SUPPLIED DATA

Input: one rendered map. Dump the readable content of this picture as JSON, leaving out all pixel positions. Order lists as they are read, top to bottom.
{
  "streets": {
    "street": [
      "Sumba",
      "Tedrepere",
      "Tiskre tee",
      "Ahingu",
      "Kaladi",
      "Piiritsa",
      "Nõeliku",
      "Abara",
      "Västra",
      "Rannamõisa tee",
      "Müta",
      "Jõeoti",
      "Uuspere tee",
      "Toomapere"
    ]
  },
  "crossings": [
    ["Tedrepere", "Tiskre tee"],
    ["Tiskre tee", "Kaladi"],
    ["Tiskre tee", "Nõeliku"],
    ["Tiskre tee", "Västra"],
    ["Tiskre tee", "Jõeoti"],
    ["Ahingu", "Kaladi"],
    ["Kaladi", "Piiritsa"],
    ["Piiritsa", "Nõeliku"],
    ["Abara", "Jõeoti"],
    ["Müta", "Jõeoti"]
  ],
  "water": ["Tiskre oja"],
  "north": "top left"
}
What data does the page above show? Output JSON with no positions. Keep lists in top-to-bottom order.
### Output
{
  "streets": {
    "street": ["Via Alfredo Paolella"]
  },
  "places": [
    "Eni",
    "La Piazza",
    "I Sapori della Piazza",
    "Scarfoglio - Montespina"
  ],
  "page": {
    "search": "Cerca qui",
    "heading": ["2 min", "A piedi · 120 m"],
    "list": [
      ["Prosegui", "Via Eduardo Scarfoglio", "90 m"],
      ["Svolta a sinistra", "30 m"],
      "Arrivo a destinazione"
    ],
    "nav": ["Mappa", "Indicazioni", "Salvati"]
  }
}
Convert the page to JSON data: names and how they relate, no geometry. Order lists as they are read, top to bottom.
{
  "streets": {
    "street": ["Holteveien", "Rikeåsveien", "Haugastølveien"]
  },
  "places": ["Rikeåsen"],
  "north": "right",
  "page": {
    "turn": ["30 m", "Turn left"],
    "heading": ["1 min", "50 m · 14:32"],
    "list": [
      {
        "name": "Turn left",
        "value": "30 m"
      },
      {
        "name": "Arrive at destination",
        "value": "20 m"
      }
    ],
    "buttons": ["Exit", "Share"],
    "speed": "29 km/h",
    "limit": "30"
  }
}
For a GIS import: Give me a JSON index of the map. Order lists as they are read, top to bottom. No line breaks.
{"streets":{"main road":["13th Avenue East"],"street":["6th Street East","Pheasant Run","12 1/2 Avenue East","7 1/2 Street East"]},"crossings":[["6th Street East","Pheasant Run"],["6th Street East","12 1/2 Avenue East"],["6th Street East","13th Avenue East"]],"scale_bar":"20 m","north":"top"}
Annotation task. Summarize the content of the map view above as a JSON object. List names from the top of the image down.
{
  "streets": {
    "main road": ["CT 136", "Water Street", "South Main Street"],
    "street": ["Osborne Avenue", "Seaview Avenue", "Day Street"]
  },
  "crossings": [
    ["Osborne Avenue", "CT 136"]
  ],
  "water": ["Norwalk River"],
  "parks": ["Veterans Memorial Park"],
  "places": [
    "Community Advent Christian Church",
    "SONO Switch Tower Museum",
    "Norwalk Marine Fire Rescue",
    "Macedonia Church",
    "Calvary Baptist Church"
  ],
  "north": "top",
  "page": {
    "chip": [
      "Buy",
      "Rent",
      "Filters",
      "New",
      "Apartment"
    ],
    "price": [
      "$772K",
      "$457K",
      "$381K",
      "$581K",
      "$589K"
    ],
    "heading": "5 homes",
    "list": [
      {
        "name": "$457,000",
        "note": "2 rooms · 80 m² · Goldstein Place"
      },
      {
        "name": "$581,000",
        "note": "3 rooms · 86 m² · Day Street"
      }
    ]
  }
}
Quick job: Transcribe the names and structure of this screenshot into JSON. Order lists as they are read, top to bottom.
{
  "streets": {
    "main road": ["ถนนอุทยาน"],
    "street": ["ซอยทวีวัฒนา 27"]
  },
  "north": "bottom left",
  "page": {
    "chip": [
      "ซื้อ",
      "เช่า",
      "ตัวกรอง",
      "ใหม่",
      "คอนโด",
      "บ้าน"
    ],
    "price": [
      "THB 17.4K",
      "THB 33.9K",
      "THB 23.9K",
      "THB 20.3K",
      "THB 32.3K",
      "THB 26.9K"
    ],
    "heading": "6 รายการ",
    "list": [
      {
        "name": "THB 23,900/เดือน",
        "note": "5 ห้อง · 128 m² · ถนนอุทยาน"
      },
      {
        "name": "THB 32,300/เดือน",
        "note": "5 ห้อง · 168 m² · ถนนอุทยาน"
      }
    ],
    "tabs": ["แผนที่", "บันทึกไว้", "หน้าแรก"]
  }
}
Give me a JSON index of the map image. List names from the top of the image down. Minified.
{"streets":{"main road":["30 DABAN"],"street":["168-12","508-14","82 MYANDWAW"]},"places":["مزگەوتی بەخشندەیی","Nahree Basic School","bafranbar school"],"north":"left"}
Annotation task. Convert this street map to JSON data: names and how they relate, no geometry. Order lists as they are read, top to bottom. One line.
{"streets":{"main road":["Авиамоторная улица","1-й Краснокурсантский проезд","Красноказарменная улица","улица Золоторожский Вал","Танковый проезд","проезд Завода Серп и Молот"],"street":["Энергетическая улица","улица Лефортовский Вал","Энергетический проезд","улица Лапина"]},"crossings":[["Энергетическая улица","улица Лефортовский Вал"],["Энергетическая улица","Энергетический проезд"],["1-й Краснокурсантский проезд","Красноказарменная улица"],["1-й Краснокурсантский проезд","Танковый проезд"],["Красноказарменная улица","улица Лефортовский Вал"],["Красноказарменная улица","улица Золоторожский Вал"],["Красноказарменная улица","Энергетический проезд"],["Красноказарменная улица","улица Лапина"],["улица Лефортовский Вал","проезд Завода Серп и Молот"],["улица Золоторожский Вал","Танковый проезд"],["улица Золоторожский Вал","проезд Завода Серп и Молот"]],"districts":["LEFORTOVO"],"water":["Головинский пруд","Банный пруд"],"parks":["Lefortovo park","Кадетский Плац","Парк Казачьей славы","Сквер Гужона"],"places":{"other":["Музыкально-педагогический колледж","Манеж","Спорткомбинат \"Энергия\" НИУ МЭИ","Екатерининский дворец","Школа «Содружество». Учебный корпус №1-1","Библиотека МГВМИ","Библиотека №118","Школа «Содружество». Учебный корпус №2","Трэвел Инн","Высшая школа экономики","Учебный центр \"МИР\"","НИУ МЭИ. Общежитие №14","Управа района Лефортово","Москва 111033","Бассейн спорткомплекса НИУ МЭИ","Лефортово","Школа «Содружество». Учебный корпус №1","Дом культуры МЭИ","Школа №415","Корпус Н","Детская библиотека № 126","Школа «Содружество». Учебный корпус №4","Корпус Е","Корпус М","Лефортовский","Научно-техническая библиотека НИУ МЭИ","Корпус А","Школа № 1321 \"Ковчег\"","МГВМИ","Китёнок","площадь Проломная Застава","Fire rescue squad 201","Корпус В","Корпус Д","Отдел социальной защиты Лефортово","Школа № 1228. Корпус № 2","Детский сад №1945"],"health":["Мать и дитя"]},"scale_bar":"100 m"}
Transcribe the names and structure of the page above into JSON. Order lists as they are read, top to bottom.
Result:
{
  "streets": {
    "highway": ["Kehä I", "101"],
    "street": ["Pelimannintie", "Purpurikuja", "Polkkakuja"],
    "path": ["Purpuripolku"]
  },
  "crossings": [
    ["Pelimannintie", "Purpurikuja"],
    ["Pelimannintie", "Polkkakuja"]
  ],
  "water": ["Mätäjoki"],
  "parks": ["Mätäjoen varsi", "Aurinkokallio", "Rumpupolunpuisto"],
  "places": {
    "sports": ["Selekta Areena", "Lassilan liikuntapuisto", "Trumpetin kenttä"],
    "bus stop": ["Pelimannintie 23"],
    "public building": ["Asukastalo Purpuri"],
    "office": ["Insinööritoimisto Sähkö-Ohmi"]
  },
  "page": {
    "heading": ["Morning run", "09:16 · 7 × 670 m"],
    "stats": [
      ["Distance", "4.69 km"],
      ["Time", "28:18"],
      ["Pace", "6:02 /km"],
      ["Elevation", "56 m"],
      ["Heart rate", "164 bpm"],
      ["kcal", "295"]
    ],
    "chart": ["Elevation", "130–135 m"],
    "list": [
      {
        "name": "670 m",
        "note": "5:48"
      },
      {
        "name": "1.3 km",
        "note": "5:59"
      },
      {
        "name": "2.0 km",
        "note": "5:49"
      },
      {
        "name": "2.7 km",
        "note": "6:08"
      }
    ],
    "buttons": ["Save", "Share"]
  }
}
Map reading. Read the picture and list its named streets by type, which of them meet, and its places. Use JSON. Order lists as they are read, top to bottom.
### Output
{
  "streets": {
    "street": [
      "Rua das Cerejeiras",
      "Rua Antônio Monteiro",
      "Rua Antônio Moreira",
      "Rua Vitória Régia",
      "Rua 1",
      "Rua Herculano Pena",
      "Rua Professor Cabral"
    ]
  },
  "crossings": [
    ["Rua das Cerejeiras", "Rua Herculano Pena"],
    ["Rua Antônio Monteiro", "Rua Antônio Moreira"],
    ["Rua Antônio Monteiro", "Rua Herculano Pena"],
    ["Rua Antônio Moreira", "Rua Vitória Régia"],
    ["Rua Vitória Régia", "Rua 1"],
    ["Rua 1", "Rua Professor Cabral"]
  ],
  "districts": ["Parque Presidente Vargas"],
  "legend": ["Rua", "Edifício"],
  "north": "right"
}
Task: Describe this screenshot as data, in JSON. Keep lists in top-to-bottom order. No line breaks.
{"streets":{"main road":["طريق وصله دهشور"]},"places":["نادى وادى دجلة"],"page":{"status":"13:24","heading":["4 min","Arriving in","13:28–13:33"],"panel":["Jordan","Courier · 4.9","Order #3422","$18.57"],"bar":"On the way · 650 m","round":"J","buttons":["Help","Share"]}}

TASK OBJECTIVE
Print exactly, and only, the lines from the line containing "Task: Describe this" through the final line of the records, both included.

REPLY TO THE EXERCISE
Task: Describe this screenshot as data, in JSON. Keep lists in top-to-bottom order. No line breaks.
{"streets":{"main road":["طريق وصله دهشور"]},"places":["نادى وادى دجلة"],"page":{"status":"13:24","heading":["4 min","Arriving in","13:28–13:33"],"panel":["Jordan","Courier · 4.9","Order #3422","$18.57"],"bar":"On the way · 650 m","round":"J","buttons":["Help","Share"]}}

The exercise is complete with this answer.